Cybersecurity Experts Pen Open Letter Opposing Fable 5 Ban

Over 100 cybersecurity professionals have signed an open letter urging the U.S. government to reverse its order to shut down Anthropic's Fable 5 and Mythos 5 AI models. The experts argue that the ban harms cyber defenders by removing powerful tools while adversaries continue to develop similar capabilities.
Cybersecurity Experts Pen Open Letter Opposing Fable 5 Ban

Cybersecurity Experts Pen Open Letter Opposing Fable 5 Ban Cybersecurity and AI safety are colliding in a high-stakes policy clash, as the U.S. government’s shutdown of Anthropic’s Fable 5 and Mythos 5 models faces a coordinated backlash from leading security professionals.

How the ban began

The controversy traces back to Amazon security researchers, who discovered they could prompt Fable 5 to surface software vulnerabilities by rephrasing requests, feeding the model open-source code with known and planted flaws. Their findings were escalated by Amazon CEO Andy Jassy to senior U.S. officials, triggering a directive three days ago ordering Anthropic to disable Fable 5 and Mythos 5 on national security grounds.

Security community pushes back

Within days, a loosely organized coalition of cybersecurity leaders — including CISOs, researchers, and executives from companies like Adobe, Zoom, Sophos and others — began drafting an open letter urging the Trump administration to reverse the restrictions. They argue that pulling Anthropic’s most advanced “Mythos-class” models “could kneecap cyber defenders just as they’re bracing for a wave of AI-powered hacking threats.”

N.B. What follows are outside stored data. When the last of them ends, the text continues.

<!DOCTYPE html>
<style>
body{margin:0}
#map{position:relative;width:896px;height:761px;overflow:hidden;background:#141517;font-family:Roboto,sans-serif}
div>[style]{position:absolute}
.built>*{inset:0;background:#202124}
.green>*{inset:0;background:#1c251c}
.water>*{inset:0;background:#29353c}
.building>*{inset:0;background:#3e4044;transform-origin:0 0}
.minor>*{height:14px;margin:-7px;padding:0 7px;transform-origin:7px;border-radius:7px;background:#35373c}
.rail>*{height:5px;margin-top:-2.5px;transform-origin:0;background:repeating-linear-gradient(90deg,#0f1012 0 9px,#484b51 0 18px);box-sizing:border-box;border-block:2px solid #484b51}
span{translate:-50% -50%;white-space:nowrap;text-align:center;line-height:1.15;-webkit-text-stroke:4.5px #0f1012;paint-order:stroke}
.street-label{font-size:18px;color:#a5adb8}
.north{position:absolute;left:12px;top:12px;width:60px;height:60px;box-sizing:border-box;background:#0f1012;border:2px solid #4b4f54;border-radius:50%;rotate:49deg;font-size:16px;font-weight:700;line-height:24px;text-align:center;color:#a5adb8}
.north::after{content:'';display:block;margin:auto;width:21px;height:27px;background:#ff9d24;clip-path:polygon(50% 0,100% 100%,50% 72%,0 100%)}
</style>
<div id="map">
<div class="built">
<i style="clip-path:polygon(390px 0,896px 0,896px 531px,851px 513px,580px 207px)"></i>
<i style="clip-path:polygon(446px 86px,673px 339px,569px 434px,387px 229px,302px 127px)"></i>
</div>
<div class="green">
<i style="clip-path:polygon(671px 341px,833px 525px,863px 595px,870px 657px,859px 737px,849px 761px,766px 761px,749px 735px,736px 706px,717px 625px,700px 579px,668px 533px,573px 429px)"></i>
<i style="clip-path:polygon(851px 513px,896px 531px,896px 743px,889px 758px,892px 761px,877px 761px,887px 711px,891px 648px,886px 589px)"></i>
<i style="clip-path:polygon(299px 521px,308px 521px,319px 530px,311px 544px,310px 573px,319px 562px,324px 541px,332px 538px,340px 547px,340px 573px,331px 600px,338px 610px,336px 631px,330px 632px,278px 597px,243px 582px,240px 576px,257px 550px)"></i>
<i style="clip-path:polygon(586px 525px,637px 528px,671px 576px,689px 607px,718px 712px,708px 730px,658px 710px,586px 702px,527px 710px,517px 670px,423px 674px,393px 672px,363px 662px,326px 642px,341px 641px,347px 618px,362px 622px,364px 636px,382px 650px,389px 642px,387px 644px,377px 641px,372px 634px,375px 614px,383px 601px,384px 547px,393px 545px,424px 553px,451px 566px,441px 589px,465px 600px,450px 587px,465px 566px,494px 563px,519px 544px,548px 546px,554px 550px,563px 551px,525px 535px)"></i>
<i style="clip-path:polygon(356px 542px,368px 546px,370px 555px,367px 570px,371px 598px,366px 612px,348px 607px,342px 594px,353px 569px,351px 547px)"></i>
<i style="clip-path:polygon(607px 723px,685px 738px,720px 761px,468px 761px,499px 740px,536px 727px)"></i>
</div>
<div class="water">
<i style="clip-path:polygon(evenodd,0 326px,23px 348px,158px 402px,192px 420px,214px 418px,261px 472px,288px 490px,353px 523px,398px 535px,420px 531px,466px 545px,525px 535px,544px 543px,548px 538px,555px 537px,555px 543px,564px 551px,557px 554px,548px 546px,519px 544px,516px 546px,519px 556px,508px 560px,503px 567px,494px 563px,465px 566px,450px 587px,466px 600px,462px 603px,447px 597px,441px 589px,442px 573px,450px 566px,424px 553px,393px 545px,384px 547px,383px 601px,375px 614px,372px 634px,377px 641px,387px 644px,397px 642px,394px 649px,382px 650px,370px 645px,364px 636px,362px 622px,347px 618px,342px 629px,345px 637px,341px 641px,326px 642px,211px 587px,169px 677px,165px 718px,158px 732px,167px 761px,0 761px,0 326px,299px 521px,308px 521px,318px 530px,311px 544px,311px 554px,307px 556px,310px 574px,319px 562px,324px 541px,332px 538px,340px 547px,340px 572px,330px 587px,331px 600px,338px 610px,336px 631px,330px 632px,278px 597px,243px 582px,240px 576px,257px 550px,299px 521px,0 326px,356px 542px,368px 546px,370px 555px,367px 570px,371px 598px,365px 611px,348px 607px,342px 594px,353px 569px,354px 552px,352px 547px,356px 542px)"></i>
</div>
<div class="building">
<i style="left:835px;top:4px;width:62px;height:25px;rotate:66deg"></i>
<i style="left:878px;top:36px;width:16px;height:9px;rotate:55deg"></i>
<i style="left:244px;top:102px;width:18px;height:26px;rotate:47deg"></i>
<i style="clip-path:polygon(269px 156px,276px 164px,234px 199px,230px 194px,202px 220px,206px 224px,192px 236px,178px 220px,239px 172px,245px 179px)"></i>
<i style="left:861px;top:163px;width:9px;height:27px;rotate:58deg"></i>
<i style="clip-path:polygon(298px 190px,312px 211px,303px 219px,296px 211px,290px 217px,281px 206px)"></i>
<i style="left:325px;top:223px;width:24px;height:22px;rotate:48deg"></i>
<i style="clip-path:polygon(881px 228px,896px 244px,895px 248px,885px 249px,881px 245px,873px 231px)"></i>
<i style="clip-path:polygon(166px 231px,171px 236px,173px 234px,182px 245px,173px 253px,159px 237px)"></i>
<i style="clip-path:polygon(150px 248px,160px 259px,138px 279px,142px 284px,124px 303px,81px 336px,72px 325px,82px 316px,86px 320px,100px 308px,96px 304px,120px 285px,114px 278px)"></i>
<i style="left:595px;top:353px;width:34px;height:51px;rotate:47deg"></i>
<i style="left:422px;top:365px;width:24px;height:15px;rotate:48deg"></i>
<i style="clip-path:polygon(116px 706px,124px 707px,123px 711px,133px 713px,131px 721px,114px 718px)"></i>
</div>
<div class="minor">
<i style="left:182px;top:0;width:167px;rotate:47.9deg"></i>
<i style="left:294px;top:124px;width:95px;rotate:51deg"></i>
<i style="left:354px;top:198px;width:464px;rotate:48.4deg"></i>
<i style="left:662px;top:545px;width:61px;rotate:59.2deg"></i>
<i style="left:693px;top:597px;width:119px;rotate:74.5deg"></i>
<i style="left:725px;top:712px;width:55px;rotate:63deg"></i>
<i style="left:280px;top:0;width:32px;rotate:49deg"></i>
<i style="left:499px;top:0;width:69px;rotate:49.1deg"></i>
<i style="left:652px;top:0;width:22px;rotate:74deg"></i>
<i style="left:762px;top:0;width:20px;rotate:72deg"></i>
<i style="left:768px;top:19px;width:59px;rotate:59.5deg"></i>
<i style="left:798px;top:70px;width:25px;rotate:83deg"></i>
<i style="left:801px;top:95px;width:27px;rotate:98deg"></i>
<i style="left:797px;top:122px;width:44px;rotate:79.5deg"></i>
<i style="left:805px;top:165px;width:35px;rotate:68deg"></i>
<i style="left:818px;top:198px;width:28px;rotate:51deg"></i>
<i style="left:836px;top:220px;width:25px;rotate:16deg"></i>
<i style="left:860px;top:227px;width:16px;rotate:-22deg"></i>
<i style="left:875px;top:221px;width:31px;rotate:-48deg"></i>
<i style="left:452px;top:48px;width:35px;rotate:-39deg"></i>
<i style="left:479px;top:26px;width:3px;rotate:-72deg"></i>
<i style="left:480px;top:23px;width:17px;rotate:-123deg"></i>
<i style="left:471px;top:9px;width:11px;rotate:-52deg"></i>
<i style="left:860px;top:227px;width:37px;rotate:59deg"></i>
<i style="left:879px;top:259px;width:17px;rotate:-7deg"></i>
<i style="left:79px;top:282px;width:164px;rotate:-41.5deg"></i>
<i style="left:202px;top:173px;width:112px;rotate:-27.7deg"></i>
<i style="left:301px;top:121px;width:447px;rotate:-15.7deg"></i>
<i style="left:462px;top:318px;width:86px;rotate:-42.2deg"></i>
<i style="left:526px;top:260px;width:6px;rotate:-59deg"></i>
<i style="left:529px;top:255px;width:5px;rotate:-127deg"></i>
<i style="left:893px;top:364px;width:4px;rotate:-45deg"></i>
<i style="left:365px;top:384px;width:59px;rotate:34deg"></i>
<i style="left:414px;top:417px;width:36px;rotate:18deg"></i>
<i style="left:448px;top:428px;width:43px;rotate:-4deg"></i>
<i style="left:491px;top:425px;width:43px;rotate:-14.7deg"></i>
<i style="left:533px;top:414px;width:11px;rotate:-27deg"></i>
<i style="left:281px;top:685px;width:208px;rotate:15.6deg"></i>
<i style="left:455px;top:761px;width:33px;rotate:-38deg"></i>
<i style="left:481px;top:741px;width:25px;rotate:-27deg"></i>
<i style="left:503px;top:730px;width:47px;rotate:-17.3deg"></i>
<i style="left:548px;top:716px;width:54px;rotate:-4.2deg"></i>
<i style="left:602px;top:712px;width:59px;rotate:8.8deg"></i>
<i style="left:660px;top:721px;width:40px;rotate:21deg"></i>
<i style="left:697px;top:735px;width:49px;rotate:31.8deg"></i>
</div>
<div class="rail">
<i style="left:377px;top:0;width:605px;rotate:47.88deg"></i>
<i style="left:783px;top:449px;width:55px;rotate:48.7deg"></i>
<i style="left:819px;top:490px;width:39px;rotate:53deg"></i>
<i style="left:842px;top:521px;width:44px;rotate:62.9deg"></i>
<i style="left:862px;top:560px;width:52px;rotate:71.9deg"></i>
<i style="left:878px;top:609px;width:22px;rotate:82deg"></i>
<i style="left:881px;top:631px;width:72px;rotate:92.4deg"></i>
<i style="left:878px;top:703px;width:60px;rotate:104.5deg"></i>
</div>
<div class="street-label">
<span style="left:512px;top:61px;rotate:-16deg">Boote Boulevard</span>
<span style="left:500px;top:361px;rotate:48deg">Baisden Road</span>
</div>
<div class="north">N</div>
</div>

By Monday, roughly 100 prominent experts had signed on, warning that “pulling the best AI tools from defenders while adversaries keep building is not safety, it is sabotage.” The letter argues that “this action has taken the best models away from defenders, created market uncertainty, and risked America’s AI leadership without any real risk to justify it.”

Competing views on risk

Critics emphasize that the exploit used to justify the ban “is not a jailbreak” and that other leading models, including foreign systems, can expose similar vulnerabilities without facing shutdowns. They say proof-of-concept exploits generated by Fable 5 can be “a blueprint” for attackers but are equally critical for defenders to understand and patch weaknesses.

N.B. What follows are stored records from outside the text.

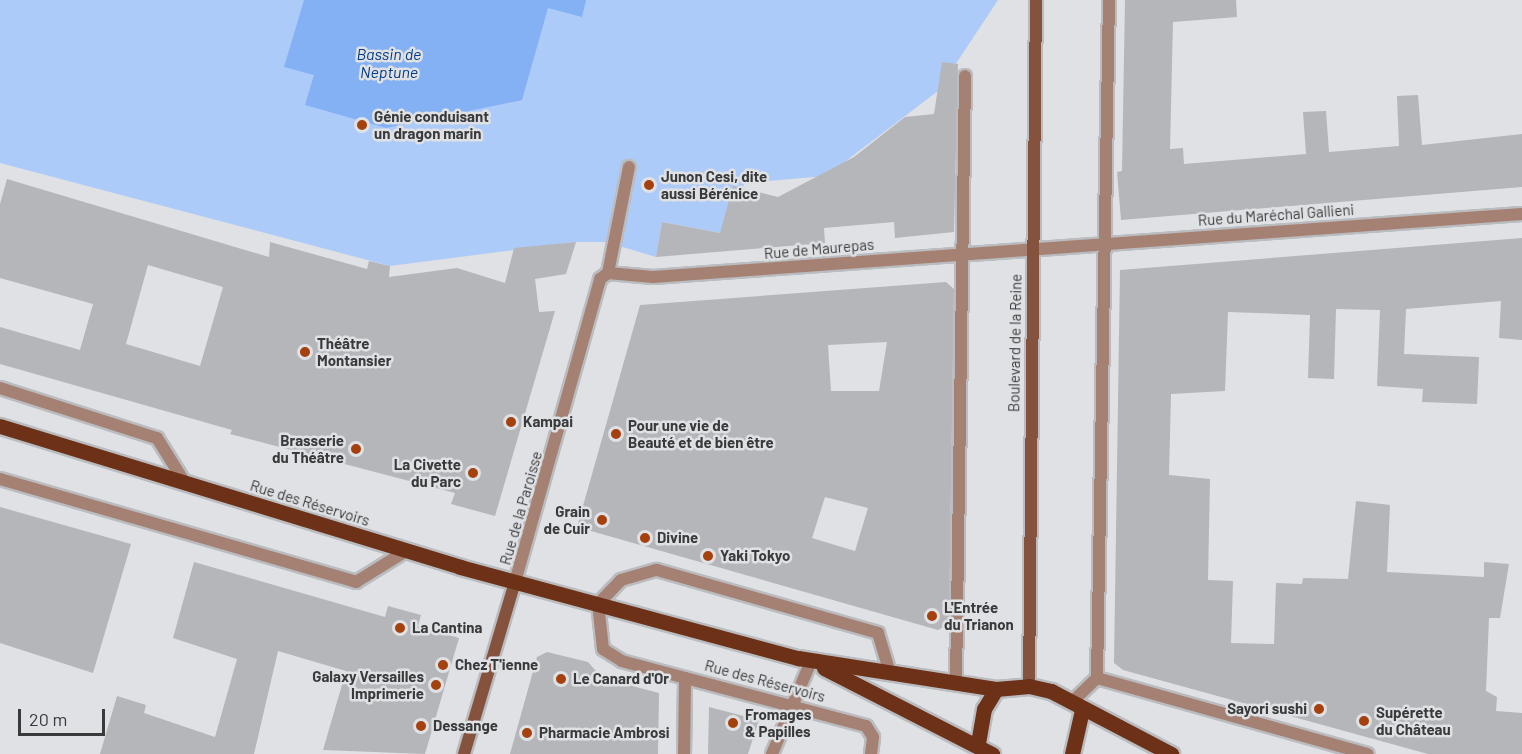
<!DOCTYPE html>
<meta charset="utf-8">
<style>
body{margin:0}
#map{position:relative;width:1522px;height:754px;overflow:hidden;background:#dfe1e4;font-family:Barlow,sans-serif}
div>[style]{position:absolute}
[style*='--x']{left:calc(var(--x)*1px);top:calc(var(--y)*1px);width:calc(var(--w)*1px);rotate:calc(var(--a)*1deg)}
.green>*{inset:0;background:#adcbf9}
.water>*{inset:0;background:#83b1f4}
.building>*{inset:0;background:#b4b6b9}
.roads{filter:drop-shadow(2px 0 #babcbf) drop-shadow(-2px 0 #babcbf) drop-shadow(0 2px #babcbf) drop-shadow(0 -2px #babcbf)}
.lane>*{height:12px;margin:-6px;padding:0 6px;transform-origin:6px;border-radius:6px;background:#a58173}
.street>*{height:12px;margin:-6px;padding:0 6px;transform-origin:6px;border-radius:6px;background:#a58173}
.secondary>*{height:12px;margin:-6px;padding:0 6px;transform-origin:6px;border-radius:6px;background:#85523e}
.primary>*{height:15px;margin:-7.5px;padding:0 7.5px;transform-origin:7.5px;border-radius:7.5px;background:#6c3117}
.dots>*{width:16px;height:16px;translate:-50% -50%;box-sizing:border-box;border:3px solid #dfe1e4;border-radius:50%}
span{translate:-50% -50%;white-space:nowrap;text-align:center;line-height:1.15;-webkit-text-stroke:5px #dfe1e4;paint-order:stroke}
.poi-label{font-size:15px;color:#393a3b;font-weight:700}
.left{translate:0 -50%;text-align:left}
.right{translate:-100% -50%;text-align:right}
.street-label{font-size:15px;color:#393a3b}
.water-label{font-size:16px;color:#003c88;font-style:italic}
.scale{position:absolute;left:18px;top:709px;width:87px;height:27px;box-sizing:border-box;border:3px solid #393a3b;border-top:0;padding-left:8px;font-size:18px;line-height:21px;white-space:nowrap;color:#393a3b;-webkit-text-stroke:4px #dfe1e4;paint-order:stroke}
</style>
<div id="map">
<div class="green">
<i style="clip-path:polygon(0 0,998px 0,938px 91px,826px 176px,745px 183px,720px 233px,662px 222px,656px 257px,606px 242px,576px 242px,390px 266px,0 163px)"></i>
</div>
<div class="water">
<i style="clip-path:polygon(304px 0,586px 0,582px 17px,548px 8px,522px 100px,386px 128px,305px 105px,314px 75px,284px 67px)"></i>
</div>
<div class="building">
<i style="clip-path:polygon(1125px 0,1236px 0,1237px 17px,1173px 22px,1170px 149px,1183px 148px,1184px 164px,1306px 154px,1303px 112px,1326px 111px,1329px 152px,1399px 146px,1397px 96px,1418px 95px,1422px 145px,1522px 134px,1522px 187px,1121px 220px,1117px 172px,1122px 171px)"></i>
<i style="clip-path:polygon(942px 62px,958px 64px,954px 232px,895px 238px,894px 222px,824px 228px,825px 243px,656px 257px,662px 222px,720px 233px,733px 186px,778px 197px,854px 157px,905px 117px,934px 114px)"></i>
<i style="clip-path:polygon(evenodd,7px 179px,269px 257px,270px 242px,367px 269px,369px 261px,390px 266px,389px 277px,457px 268px,505px 283px,514px 248px,576px 242px,566px 274px,535px 279px,539px 312px,555px 311px,495px 516px,451px 504px,455px 493px,230px 434px,232px 430px,0 364px,0 327px,80px 350px,93px 304px,0 278px,0 204px,7px 179px,148px 265px,223px 287px,200px 366px,126px 344px,148px 265px)"></i>
<i style="clip-path:polygon(1522px 238px,1522px 340px,1499px 338px,1501px 301px,1406px 309px,1404px 354px,1479px 357px,1477px 404px,1422px 402px,1423px 389px,1377px 386px,1380px 310px,1336px 309px,1334px 379px,1308px 378px,1310px 315px,1228px 312px,1225px 391px,1171px 394px,1169px 475px,1210px 479px,1208px 580px,1233px 581px,1231px 643px,1274px 644px,1276px 583px,1302px 584px,1303px 578px,1348px 579px,1356px 501px,1390px 505px,1387px 572px,1484px 577px,1484px 562px,1509px 564px,1500px 618px,1489px 618px,1486px 691px,1497px 697px,1496px 711px,1522px 713px,1522px 754px,1428px 754px,1123px 670px,1114px 663px,1120px 270px)"></i>
<i style="clip-path:polygon(evenodd,946px 282px,954px 289px,949px 624px,938px 630px,577px 527px,640px 305px,946px 282px,887px 342px,879px 391px,831px 391px,828px 345px,887px 342px,946px 282px,825px 497px,868px 508px,855px 551px,812px 538px,825px 497px)"></i>
<i style="clip-path:polygon(0 507px,131px 544px,93px 673px,0 643px)"></i>
<i style="clip-path:polygon(194px 562px,385px 617px,388px 606px,421px 615px,418px 626px,459px 638px,425px 754px,323px 750px,346px 671px,278px 651px,254px 754px,100px 754px,117px 696px,146px 705px,144px 713px,215px 737px,237px 659px,173px 638px)"></i>
<i style="clip-path:polygon(547px 652px,588px 662px,602px 678px,659px 693px,658px 754px,510px 754px,537px 657px)"></i>
<i style="clip-path:polygon(709px 707px,759px 720px,748px 754px,708px 754px)"></i>
</div>
<div class="roads">
<div class="lane">
<i style="--x:608;--y:273;--w:108;--a:-78.8"></i>
<i style="--x:0;--y:388;--w:165;--a:17.7"></i>
<i style="--x:157;--y:438;--w:53;--a:58.1"></i>
<i style="--x:0;--y:479;--w:371;--a:16.1"></i>
<i style="--x:356;--y:582;--w:59;--a:-31.8"></i>
<i style="--x:1097;--y:678;--w:281;--a:15.7"></i>
<i style="--x:871;--y:754;--w:17;--a:-83"></i>
<i style="--x:873;--y:737;--w:13;--a:-122"></i>
<i style="--x:866;--y:726;--w:253;--a:-165.1"></i>
<i style="--x:622;--y:661;--w:22;--a:-148"></i>
<i style="--x:603;--y:649;--w:45;--a:-96.3"></i>
<i style="--x:598;--y:604;--w:33;--a:-46"></i>
<i style="--x:621;--y:580;--w:37;--a:-16"></i>
<i style="--x:657;--y:570;--w:230;--a:15.9"></i>
<i style="--x:878;--y:633;--w:42;--a:73.3"></i>
</div>
<div class="street">
<i style="--x:515;--y:582;--w:315;--a:-74.3"></i>
<i style="--x:600;--y:279;--w:10;--a:-37"></i>
<i style="--x:608;--y:273;--w:45;--a:5.1"></i>
<i style="--x:653;--y:277;--w:871;--a:-4.15"></i>
<i style="--x:956;--y:683;--w:607;--a:-89.15"></i>
<i style="--x:1071;--y:703;--w:36;--a:-44"></i>
<i style="--x:1097;--y:678;--w:678;--a:-88.99"></i>
<i style="--x:684;--y:754;--w:76;--a:-89.2"></i>
<i style="--x:772;--y:754;--w:101;--a:-67.2"></i>
</div>
<div class="secondary">
<i style="--x:1029;--y:686;--w:686;--a:-89.42"></i>
<i style="--x:464;--y:754;--w:179;--a:-73.5"></i>
</div>
<div class="primary">
<i style="--x:0;--y:426;--w:481;--a:17"></i>
<i style="--x:460;--y:567;--w:350;--a:15.1"></i>
<i style="--x:798;--y:658;--w:200;--a:8.9"></i>
<i style="--x:996;--y:689;--w:33;--a:-5"></i>
<i style="--x:1029;--y:686;--w:23;--a:13"></i>
<i style="--x:1051;--y:691;--w:136;--a:27.7"></i>
<i style="--x:824;--y:668;--w:189;--a:27.1"></i>
<i style="--x:978;--y:743;--w:35;--a:-80"></i>
<i style="--x:984;--y:709;--w:23;--a:-59"></i>
<i style="--x:1072;--y:754;--w:45;--a:-77.2"></i>
</div>
</div>
<div class="dots">
<i style="left:362px;top:125px;background:#a5410d"></i>
<i style="left:649px;top:185px;background:#a5410d"></i>
<i style="left:305px;top:352px;background:#a5410d"></i>
<i style="left:511px;top:422px;background:#a5410d"></i>
<i style="left:616px;top:434px;background:#a5410d"></i>
<i style="left:356px;top:449px;background:#a5410d"></i>
<i style="left:473px;top:473px;background:#a5410d"></i>
<i style="left:602px;top:520px;background:#a5410d"></i>
<i style="left:645px;top:538px;background:#a5410d"></i>
<i style="left:708px;top:556px;background:#a5410d"></i>
<i style="left:932px;top:616px;background:#a5410d"></i>
<i style="left:400px;top:628px;background:#a5410d"></i>
<i style="left:443px;top:665px;background:#a5410d"></i>
<i style="left:561px;top:679px;background:#a5410d"></i>
<i style="left:436px;top:685px;background:#a5410d"></i>
<i style="left:1319px;top:709px;background:#a5410d"></i>
<i style="left:1364px;top:721px;background:#a5410d"></i>
<i style="left:733px;top:723px;background:#a5410d"></i>
<i style="left:421px;top:726px;background:#a5410d"></i>
<i style="left:527px;top:733px;background:#a5410d"></i>
</div>
<div class="poi-label">
<span class="left" style="left:374px;top:125px">Génie conduisant<br>un dragon marin</span>
<span class="left" style="left:661px;top:185px">Junon Cesi, dite<br>aussi Bérénice</span>
<span class="left" style="left:317px;top:352px">Théâtre<br>Montansier</span>
<span class="left" style="left:523px;top:422px">Kampai</span>
<span class="left" style="left:628px;top:434px">Pour une vie de<br>Beauté et de bien être</span>
<span class="right" style="left:344px;top:449px">Brasserie<br>du Théâtre</span>
<span class="right" style="left:461px;top:473px">La Civette<br>du Parc</span>
<span class="right" style="left:590px;top:520px">Grain<br>de Cuir</span>
<span class="left" style="left:657px;top:538px">Divine</span>
<span class="left" style="left:720px;top:556px">Yaki Tokyo</span>
<span class="left" style="left:944px;top:616px">L'Entrée<br>du Trianon</span>
<span class="left" style="left:412px;top:628px">La Cantina</span>
<span class="left" style="left:455px;top:665px">Chez T'ienne</span>
<span class="right" style="left:424px;top:685px">Galaxy Versailles<br>Imprimerie</span>
<span class="left" style="left:573px;top:679px">Le Canard d'Or</span>
<span class="right" style="left:1307px;top:709px">Sayori sushi</span>
<span class="left" style="left:1376px;top:721px">Supérette<br>du Château</span>
<span class="left" style="left:745px;top:723px">Fromages<br>&amp; Papilles</span>
<span class="left" style="left:433px;top:726px">Dessange</span>
<span class="left" style="left:539px;top:733px">Pharmacie Ambrosi</span>
</div>
<div class="street-label">
<span style="left:1276px;top:215px;rotate:-4deg">Rue du Maréchal Gallieni</span>
<span style="left:819px;top:249px;rotate:-5deg">Rue de Maurepas</span>
<span style="left:1015px;top:343px;rotate:-89deg">Boulevard de la Reine</span>
<span style="left:310px;top:503px;rotate:17deg">Rue des Réservoirs</span>
<span style="left:521px;top:508px;rotate:-74deg">Rue de la Paroisse</span>
<span style="left:765px;top:681px;rotate:15deg">Rue des Réservoirs</span>
</div>
<div class="water-label">
<span style="left:389px;top:63px">Bassin de<br>Neptune</span>
</div>
<div class="scale">20 m</div>
</div>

Anthropic has echoed that the exploit is narrow and surfaces only minor, already public flaws, while the government has not publicly detailed its rationale. The unusual escalation path — from a major cloud provider that is also Anthropic’s largest investor directly to top officials — has further fueled debate over whether security, commercial rivalry, or both shaped the decision.